TASK GOAL: Report back every line from the entries below in which the word "water" occurs.
──────
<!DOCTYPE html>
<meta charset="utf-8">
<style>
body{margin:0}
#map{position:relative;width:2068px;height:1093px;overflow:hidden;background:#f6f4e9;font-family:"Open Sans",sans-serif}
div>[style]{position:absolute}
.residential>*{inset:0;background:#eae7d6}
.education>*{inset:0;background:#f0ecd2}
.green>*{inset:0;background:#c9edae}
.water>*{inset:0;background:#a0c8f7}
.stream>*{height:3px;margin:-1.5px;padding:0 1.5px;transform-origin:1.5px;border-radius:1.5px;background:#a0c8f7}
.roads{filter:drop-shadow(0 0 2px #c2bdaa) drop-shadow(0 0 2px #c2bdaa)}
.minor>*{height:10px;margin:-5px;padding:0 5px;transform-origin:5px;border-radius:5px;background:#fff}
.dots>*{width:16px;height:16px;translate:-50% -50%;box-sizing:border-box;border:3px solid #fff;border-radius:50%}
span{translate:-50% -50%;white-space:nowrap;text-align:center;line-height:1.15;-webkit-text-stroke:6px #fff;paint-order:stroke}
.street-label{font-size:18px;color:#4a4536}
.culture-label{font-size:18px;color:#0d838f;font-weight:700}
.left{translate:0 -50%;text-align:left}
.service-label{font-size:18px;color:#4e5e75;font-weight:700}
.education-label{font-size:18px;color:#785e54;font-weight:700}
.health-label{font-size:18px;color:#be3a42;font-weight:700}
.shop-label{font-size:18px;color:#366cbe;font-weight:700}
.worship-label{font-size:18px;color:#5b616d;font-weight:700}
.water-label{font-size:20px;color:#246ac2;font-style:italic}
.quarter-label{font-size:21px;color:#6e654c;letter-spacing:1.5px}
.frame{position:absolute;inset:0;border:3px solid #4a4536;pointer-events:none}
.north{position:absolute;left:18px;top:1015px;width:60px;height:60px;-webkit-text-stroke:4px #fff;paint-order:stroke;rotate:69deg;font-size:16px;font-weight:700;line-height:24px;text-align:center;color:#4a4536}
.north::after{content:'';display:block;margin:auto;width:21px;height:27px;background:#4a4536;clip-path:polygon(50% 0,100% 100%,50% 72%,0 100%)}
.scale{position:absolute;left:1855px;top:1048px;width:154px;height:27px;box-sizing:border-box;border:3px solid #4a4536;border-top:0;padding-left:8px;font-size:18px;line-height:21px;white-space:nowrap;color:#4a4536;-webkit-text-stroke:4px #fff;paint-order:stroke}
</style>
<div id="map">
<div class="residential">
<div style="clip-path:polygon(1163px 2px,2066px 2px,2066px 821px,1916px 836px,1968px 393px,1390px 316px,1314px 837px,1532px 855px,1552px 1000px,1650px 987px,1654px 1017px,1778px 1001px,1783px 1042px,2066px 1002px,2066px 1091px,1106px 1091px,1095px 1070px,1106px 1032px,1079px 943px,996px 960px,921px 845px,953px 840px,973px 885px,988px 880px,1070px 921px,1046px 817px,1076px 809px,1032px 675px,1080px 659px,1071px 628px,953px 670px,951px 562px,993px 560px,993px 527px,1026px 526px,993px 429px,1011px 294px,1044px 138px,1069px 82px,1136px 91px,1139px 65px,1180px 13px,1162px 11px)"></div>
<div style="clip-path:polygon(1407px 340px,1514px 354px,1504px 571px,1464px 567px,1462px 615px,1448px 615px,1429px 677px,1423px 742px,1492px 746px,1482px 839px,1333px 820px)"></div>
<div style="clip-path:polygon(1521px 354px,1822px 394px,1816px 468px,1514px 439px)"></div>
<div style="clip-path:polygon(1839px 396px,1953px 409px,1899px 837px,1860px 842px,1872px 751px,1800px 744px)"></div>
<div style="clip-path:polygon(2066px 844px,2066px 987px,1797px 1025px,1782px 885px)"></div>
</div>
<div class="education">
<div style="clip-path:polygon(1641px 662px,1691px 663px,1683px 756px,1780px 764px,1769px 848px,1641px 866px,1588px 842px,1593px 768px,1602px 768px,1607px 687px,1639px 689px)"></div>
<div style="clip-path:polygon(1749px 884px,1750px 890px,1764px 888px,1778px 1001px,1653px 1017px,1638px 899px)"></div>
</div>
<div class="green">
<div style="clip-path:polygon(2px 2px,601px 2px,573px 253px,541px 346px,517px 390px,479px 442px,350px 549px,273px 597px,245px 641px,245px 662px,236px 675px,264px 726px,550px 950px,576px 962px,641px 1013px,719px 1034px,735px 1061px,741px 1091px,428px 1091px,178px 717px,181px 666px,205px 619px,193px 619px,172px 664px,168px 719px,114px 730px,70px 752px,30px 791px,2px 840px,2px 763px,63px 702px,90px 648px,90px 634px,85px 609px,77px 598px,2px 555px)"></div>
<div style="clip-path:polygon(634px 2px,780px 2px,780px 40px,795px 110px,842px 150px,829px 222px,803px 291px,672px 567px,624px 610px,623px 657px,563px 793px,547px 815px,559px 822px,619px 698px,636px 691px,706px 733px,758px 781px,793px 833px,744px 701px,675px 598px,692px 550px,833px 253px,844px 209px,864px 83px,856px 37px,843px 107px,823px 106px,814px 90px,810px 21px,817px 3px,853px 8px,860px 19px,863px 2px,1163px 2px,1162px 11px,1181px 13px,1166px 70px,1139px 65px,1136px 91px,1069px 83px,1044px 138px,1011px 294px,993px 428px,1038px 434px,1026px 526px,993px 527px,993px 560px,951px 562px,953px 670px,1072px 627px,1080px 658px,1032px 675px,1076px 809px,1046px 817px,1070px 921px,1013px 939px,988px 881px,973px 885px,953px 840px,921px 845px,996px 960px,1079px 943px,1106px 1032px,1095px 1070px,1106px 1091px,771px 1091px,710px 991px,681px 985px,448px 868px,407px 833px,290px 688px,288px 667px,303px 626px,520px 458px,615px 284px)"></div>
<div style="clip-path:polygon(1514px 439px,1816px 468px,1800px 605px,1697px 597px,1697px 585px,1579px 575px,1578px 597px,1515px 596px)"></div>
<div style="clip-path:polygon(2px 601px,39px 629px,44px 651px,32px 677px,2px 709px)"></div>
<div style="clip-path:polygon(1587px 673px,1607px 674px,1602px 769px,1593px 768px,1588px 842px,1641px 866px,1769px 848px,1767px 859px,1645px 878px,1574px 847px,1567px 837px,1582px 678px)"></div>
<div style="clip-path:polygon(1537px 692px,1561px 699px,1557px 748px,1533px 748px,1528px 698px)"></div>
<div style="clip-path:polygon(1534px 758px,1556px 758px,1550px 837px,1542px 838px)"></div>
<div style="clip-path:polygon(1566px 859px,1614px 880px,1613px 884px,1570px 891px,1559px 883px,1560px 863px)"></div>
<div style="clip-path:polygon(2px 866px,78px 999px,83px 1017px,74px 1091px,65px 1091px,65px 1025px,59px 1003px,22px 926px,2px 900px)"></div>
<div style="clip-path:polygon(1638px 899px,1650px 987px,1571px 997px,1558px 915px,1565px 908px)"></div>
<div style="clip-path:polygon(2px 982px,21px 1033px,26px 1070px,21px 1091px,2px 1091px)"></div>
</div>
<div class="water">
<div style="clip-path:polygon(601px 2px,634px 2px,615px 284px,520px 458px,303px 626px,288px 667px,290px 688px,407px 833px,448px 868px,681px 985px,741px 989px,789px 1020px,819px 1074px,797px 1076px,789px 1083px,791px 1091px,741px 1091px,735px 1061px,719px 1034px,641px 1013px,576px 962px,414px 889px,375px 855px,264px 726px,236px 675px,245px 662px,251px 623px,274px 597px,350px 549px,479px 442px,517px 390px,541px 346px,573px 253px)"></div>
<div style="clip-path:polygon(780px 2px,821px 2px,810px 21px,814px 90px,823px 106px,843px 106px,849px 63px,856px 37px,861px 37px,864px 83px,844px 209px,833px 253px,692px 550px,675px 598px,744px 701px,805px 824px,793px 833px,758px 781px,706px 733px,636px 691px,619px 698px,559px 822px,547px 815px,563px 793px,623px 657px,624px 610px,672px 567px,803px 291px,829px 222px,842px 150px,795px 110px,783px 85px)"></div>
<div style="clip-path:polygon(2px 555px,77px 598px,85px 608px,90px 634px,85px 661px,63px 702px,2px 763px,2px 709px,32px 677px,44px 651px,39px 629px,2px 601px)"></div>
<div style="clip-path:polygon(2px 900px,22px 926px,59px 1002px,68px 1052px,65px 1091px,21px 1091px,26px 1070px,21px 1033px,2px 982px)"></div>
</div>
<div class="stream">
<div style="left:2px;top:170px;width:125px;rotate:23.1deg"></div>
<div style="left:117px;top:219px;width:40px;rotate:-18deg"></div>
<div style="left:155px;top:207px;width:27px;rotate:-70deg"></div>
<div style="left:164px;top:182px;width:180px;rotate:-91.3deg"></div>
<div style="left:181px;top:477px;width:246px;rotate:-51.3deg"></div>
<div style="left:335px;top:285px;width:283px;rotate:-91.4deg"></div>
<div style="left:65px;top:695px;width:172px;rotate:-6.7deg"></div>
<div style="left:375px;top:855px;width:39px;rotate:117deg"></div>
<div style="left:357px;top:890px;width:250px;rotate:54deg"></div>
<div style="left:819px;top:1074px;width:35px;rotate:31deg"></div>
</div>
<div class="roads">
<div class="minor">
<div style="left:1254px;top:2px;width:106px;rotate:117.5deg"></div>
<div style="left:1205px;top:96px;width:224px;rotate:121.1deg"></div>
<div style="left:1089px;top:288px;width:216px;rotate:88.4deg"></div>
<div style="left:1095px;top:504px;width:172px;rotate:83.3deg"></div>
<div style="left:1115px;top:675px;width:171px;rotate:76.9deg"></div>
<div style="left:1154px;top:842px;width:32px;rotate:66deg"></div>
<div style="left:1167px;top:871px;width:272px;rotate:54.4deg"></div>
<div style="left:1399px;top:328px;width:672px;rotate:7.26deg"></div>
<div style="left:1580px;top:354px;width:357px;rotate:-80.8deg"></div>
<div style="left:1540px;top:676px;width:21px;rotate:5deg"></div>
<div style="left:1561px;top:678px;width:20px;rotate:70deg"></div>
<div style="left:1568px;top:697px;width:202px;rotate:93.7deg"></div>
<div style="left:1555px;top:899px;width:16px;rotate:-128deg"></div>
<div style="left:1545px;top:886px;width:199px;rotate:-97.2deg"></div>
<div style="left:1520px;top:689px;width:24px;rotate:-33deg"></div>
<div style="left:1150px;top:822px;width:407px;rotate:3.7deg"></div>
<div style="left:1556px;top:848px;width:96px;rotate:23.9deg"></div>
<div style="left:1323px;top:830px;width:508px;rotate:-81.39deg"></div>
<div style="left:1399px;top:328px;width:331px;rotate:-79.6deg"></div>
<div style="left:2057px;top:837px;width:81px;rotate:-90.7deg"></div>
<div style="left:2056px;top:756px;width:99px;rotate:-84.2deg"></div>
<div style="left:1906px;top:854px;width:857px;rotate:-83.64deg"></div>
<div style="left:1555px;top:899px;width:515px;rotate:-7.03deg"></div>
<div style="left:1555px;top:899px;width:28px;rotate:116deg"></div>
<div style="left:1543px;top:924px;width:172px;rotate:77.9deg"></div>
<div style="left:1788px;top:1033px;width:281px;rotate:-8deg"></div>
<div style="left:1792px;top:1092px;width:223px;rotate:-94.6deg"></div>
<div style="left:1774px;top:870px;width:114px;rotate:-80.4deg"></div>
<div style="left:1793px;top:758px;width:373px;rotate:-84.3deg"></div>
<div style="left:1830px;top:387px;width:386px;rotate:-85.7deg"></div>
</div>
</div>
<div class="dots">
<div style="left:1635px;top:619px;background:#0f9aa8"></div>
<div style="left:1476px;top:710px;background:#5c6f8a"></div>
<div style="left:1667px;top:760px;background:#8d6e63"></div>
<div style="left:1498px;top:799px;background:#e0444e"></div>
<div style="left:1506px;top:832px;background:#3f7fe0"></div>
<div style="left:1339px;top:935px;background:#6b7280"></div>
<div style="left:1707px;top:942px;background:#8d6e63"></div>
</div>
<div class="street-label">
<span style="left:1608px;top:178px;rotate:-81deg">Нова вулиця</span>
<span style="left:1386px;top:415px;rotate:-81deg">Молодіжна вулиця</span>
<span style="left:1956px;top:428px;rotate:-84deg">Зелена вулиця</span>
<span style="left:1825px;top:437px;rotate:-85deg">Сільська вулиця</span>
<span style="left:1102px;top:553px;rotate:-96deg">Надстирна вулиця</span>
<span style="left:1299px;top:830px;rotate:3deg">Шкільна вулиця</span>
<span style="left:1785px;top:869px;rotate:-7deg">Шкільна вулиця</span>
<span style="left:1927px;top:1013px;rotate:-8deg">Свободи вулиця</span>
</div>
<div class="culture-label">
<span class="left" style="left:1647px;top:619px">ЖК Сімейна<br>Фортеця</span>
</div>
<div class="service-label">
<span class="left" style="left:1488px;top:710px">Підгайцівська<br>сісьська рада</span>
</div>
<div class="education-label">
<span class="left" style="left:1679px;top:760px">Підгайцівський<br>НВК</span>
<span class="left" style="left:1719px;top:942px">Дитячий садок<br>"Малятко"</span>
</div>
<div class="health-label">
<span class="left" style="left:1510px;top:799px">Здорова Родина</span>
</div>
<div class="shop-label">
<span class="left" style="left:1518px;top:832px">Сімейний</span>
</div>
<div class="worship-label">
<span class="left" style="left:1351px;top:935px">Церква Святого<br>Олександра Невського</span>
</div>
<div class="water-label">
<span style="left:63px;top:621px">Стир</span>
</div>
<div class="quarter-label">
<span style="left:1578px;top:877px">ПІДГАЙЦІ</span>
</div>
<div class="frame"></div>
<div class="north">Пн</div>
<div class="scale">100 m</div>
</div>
──────
TASK SOLUTION:
.water>*{inset:0;background:#a0c8f7}
.water-label{font-size:20px;color:#246ac2;font-style:italic}
<div class="water">
<div class="water-label">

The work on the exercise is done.